Central to this preemptive approach is the broadly defined offense of "criminal association in relation to a terrorist undertaking" (association de malfaiteurs en relation avec une entreprise terroriste, hereafter "association de malfaiteurs"). Established as a separate offense in 1996, it allows the authorities to intervene with the aim of preventing terrorism well before the commission of a crime. No specific terrorist act need be planned, much less executed, to give rise to the offense. Intended to criminalize all preparatory acts short of direct complicity in a terrorist plot, an association de malfaiteurs charge may be leveled for providing any kind of logistical or financial support to, or associating in a sustained fashion with, groups allegedly formed with the ultimate goal of engaging in terrorist activity....

In practice, French counterterrorism laws and procedures undermine the right of those facing charges of terrorism to a fair trial. The broad definition and expansive interpretation of association de malfaiteurs translate into a low standard of proof for decisions to arrest suspects or to place them under investigation by a judge. Indeed, casting a wide net to ensnare large numbers of people who might have some connection with an alleged terrorist network has been one of the characteristics of investigations into association de malfaiteurs.
The report also faulted France for seeking to allow evidence obtained through torture [JURIST news archive] in foreign countries, and for limiting terrorism suspects' access to legal representation.
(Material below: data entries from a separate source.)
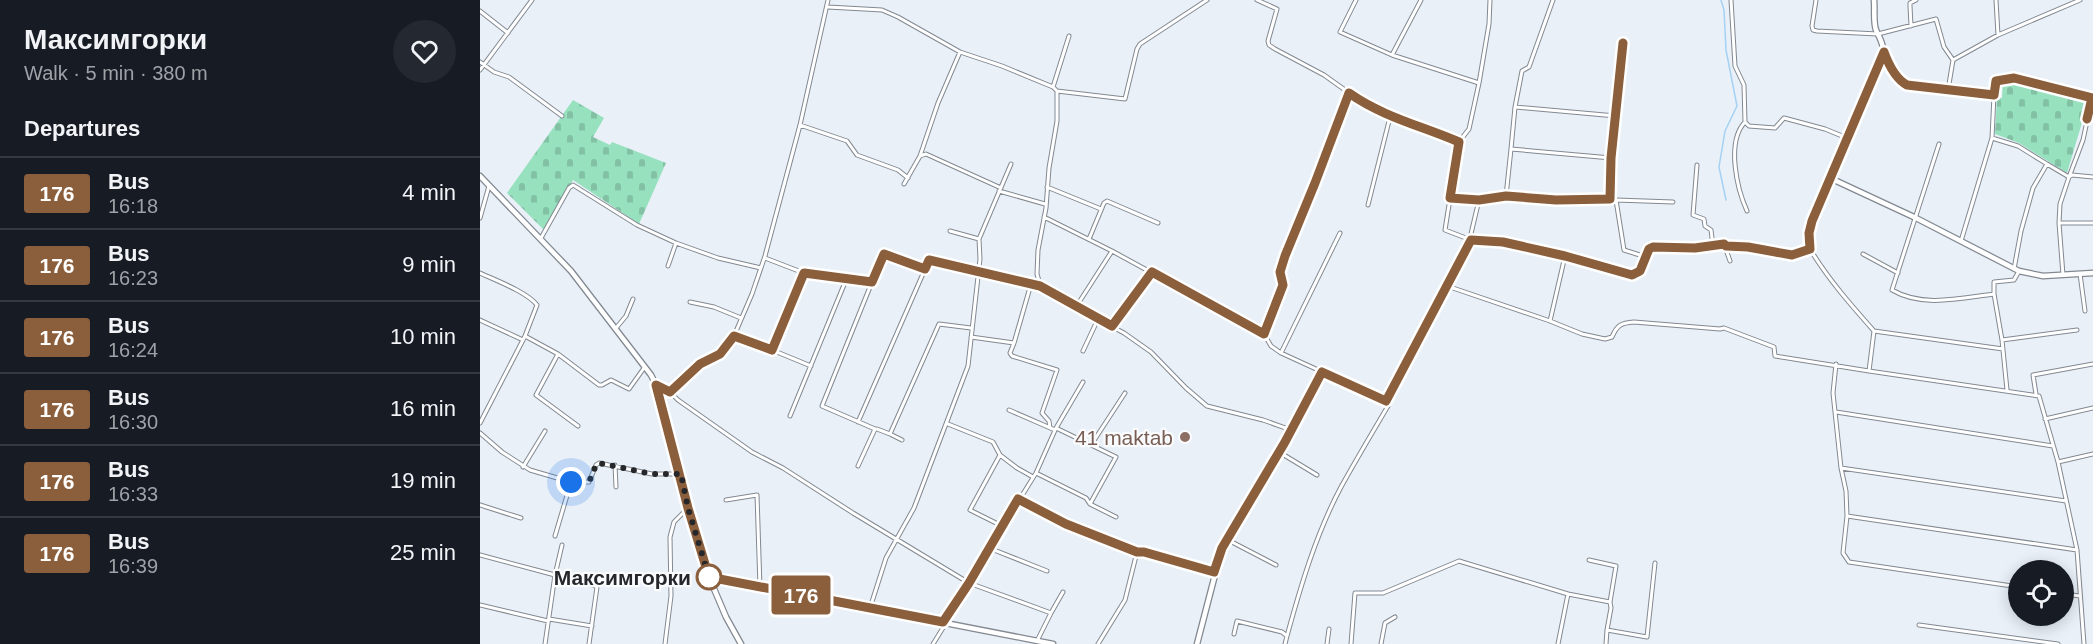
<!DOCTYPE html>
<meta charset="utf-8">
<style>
body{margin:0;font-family:Helvetica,sans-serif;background:#242831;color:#f1f3f6;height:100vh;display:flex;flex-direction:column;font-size:22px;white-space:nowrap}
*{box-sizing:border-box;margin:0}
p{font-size:20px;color:#9ea1a6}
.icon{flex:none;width:33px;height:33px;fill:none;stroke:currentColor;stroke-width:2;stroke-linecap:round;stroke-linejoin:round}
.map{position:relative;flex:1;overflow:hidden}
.details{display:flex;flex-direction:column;background:#171b24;width:480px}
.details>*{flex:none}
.badge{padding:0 12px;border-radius:4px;font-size:21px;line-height:39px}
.tools{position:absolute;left:1528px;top:560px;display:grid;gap:12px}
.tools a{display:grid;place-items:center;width:66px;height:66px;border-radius:50%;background:#171b24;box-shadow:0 3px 15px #0003;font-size:30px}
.you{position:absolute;width:30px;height:30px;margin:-15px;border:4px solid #fff;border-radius:50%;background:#1a73e8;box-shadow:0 0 0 9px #1a73e833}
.map>.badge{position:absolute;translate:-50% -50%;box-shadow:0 0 0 3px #fff}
h2{padding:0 24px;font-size:22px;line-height:54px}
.round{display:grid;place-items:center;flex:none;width:63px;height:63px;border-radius:32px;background:#242831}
.overview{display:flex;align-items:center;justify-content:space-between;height:102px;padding:0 24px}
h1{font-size:28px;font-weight:700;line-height:45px}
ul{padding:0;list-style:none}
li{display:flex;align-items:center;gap:18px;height:72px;padding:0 24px;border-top:2px solid #363941}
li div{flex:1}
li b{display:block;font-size:22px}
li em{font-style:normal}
li .badge{min-width:66px;font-weight:700;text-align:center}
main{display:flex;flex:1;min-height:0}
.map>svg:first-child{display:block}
.cemetery{fill:url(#cemetery-stones)}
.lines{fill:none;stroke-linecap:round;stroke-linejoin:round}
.stream{stroke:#a5d1f3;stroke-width:1.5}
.street-casing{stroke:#838991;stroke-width:5}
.secondary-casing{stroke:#838991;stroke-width:7}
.street{stroke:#fff;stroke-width:3}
.secondary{stroke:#fff;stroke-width:4.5}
.line-casing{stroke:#fff;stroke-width:14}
.line{stroke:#8b5e3c;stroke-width:9}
.walk{stroke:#25272a;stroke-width:6;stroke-dasharray:0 10.8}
.education-dot{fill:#8d6e63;stroke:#fbfcfe;stroke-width:2}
.stop-dot{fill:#fff;stroke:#8b5e3c;stroke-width:3}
.labels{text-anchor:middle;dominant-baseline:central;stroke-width:4.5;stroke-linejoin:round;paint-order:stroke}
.education-label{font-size:21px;fill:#785e54;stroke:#fbfcfe;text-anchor:end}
.stop-label{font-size:21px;font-weight:bold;fill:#25272a;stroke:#fbfcfe;text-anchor:end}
</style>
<main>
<section class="details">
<div class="overview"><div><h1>Максимгорки</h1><p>Walk · 5 min · 380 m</p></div><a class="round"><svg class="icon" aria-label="heart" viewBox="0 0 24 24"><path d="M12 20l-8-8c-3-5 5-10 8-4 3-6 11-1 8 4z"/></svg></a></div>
<h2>Departures</h2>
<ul>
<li><span class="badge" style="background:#8b5e3c;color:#fff">176</span><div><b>Bus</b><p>16:18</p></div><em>4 min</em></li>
<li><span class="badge" style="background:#8b5e3c;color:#fff">176</span><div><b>Bus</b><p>16:23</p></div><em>9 min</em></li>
<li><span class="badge" style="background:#8b5e3c;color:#fff">176</span><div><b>Bus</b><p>16:24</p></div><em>10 min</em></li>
<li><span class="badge" style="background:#8b5e3c;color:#fff">176</span><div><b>Bus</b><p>16:30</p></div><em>16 min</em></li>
<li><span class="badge" style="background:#8b5e3c;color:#fff">176</span><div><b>Bus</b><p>16:33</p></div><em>19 min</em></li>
<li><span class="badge" style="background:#8b5e3c;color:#fff">176</span><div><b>Bus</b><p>16:39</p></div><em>25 min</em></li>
</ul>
</section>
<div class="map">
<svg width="1613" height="644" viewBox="0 0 1613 644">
<defs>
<pattern id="cemetery-stones" width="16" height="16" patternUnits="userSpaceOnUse" patternTransform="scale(1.5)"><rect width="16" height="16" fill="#97e1bf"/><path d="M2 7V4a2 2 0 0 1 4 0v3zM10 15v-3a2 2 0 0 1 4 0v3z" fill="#82c1a4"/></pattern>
</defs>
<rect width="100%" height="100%" fill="#e9f0f8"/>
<path class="cemetery" d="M1532 77 1609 99 1587 173 1539 143 1515 134 1517 98H1522L1523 78Z
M93 100 124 118 113 137 130 145 132 142 186 163 159 224 93 180 64 230 27 193Z"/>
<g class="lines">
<path class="stream" d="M1241 0 1244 10 1246 50 1257 106 1245 131 1239 167 1246 200"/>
<g class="street-casing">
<path id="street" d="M777 0 797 9 788 41 789 45 795 49 844 75 886 105 910 117 955 131 979 142
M876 0 860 32 912 55 999 83
M1010 0 1009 24 999 83 989 129 979 142 965 230 991 240 1023 242 1085 256 1070 321
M1251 0 1255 66 1264 85 1265 122C1246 142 1257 189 1267 211
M1336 0 1332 26 1333 30 1337 31 1398 34 1456 19 1464 47 1473 60
M1516 0 1518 35
M348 7 402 10 418 17 480 52 522 66 573 87 577 91 645 99 657 49 660 44 727 0
M0 11 28 33
M1431 26 1430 6V3L1436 0
M1404 52C1408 63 1416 79 1427 85L1514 95
M912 55 941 0
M1473 60 1518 35 1600 0
M0 62 14 72 29 77 82 116
M0 70 52 0
M573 87 589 36
M1468 90 1473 60
M1035 107 1136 116
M1265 122 1269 126 1295 128 1304 118 1345 129 1367 138
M320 125 367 141 377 155 418 170 428 178
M1512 138 1538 146 1567 164
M1459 144 1412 290C1443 308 1481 298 1514 294V282L1534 280 1539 271
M1031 149 1035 107 1042 71 1049 67 1073 0
M440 156 458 103 480 52
M1217 165 1213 215 1224 219 1225 226 1231 230 1233 246
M424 184 440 156 446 154 521 188
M567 187 621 209
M519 191 565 204
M1026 196 1031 149 1131 158
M970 198 999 200 1026 196 1076 200H1136
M1130 199 1131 158 1143 43
M888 205 910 117
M564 217 632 251 784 334 791 346 801 353 906 401 991 240
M0 218 9 186
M1579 223H1613
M470 231 499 239
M61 238 89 188 93 185 157 225 196 243
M990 238 999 200
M609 239 624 203 627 201 678 223
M1481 241 1512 138 1514 95 1516 81 1534 78 1613 98
M1246 246 1268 247 1312 255 1330 249C1348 279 1371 305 1394 331L1389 371 1559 396 1578 462 1597 550 1604 644
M1330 249C1326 223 1340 201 1350 178
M1383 254 1418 273
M1085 256 1152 275C1165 271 1163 255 1173 247L1215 248 1244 244 1250 261
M1166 257 1144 250 1136 200 1193 202
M285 258 324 273 366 280
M188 266 196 243 238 258 281 268
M1534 269 1541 231 1553 188 1567 164 1589 177 1603 140 1612 98
M0 273C15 280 47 292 57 305L45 336
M1600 274 1605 311
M1583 275 1579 223 1580 204 1589 177 1592 175 1613 177
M392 282 403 254 445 269
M560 285 557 274 558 250 566 208 569 168 577 121V91
M967 286 1070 321 1102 334 1125 339 1132 337C1137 325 1141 323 1154 322L1240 329 1244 328 1294 347 1295 356 1389 371
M1514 294 1522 340 1527 390
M210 302 234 307 261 318
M596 307 632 251
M0 320 43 340 45 336 78 354 56 395 98 426
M632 326 671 272
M136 328 146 316 153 299
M1394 331 1523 349
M784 334 803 285 800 272 805 256 835 183 869 93
M254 336 292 350 324 273
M491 337 534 343 551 284
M1522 340 1597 330
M534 343 530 353 532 356 577 370 562 413 569 421 570 428
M292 350 331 366
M603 351 618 319
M801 353 860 233
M78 354 119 385H122L131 380 149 389 164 368
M1356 364 1353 393 1361 468 1586 501
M176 385 190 392 220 364 240 354 254 336 272 294 285 256 320 125 348 0
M190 392 198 400 272 452 303 468 373 513 489 583 571 613 557 641
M1556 394 1553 375 1613 364
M529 410 575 430
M1356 412 1573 446
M310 416 366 280 392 282 342 406 395 429 378 466
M1565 419 1613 408
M378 422 449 260 560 286 595 307 644 333 671 352 706 388 727 406 783 420 811 430
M0 423 43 340
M468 424 513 442 520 455 490 510 522 526
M576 428 636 457 610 504
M397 429 410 434 459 324 491 328
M0 433 22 452 50 470 91 482H109L116 465 119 463 172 474H198
M410 434 422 440
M611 445 645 393
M799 452 837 475
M520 455 537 468 553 477
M1578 462 1613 454
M135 465 136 487
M43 467 65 431
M1361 468 1366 491 1367 516 1597 550
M556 473 606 498 610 504 636 517
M539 499C567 514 595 527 624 539 637 544 650 551 664 552L734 572
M246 500 277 495 280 587
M0 505 41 518
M1367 516 1363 553 1369 562 1539 587
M75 536 91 482
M748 540 796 565
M509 548 567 571
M0 555 75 575
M1109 560 1136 566 1130 602
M76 579 113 585 117 587 109 644
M1088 594 1130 602 1131 608 1127 630 1167 637 1175 563
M1584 594 1600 596
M0 605 68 621
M390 608 406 558 434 508 488 366 500 259 499 239 531 164
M571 613 583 592
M69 619 112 626
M463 622 556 473 576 428 603 382
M1439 625 1578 644
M754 634 757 621 802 632 807 636 805 644
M807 636C821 585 836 534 861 487 876 460 892 433 908 406L906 401
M65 644 75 575 82 545
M185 644 191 596 190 537 194 522 208 508
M453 644 466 623
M618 644 645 600 657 552
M847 644 849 629
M871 644 875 593H903L979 561 1088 594 1078 644
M901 644 905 623 915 617
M1126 644 1127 630"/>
</g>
<g class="secondary-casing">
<path id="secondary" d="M1394 0C1395 9 1393 22 1396 30 1401 41 1405 46 1402 59L1350 178 1436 218 1539 271 1563 276 1613 273
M0 176 91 271 171 375 176 385 208 508 229 577 246 617 261 644
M229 577 573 644
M717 644 742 548 805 442 842 373"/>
</g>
<use href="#street" class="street"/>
<use href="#secondary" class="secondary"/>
</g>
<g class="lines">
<g class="line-casing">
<path id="line" d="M1143 43 1131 158 1130 199 1076 200 1026 196 999 200 970 198 979 142C942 126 903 117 869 93L835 183 805 256 800 272 803 285 784 334 672 272 632 326 560 286 449 260 445 269 404 254 392 282 324 273 292 350 254 336 240 354 220 364 190 392 176 385 208 508 229 577 463 622 489 583 538 499 586 524 657 552H664L734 572 742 548 805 442 842 372 906 401 991 240 1023 242 1085 256 1152 275 1160 271 1169 249 1173 247 1215 248 1244 244 1246 246 1268 247 1312 255 1330 249 1329 233 1332 221 1404 52C1408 63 1416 79 1427 85L1514 95 1516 81 1534 78 1612 98 1607 119"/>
</g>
<use href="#line" class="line"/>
<path class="walk" d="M91 482H109L116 465 119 463 172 474H201L208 508 229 577"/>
</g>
<circle class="education-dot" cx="705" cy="437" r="6"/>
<circle class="stop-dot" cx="229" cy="577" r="12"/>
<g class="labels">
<g class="education-label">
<text x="693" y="437">41 maktab</text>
</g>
<g class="stop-label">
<text x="211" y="577">Максимгорки</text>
</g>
</g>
</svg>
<div class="tools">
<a><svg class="icon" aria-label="locate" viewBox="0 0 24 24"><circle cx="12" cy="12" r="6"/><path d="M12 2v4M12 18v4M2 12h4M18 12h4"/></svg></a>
</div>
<div class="you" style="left:91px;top:482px"></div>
<b class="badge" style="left:321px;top:595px;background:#8b5e3c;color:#fff">176</b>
</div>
</main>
HRW recommended several reforms, including redefining criminal association to terrorist activity, improving safeguards for suspects in police custody, and requiring investigating judges to order official inquiries into any allegation of police mistreatment. The New York Times has more. Voice of America has additional coverage.

In June 2007, HRW criticized France [JURIST report] for expelling non-citizens accused of links to violent extremism, a practice it said undermined human rights. The report found the French procedure to be a way of expelling individuals through administrative action, bypassing the "more stringent and procedural guarantees in the criminal justice system."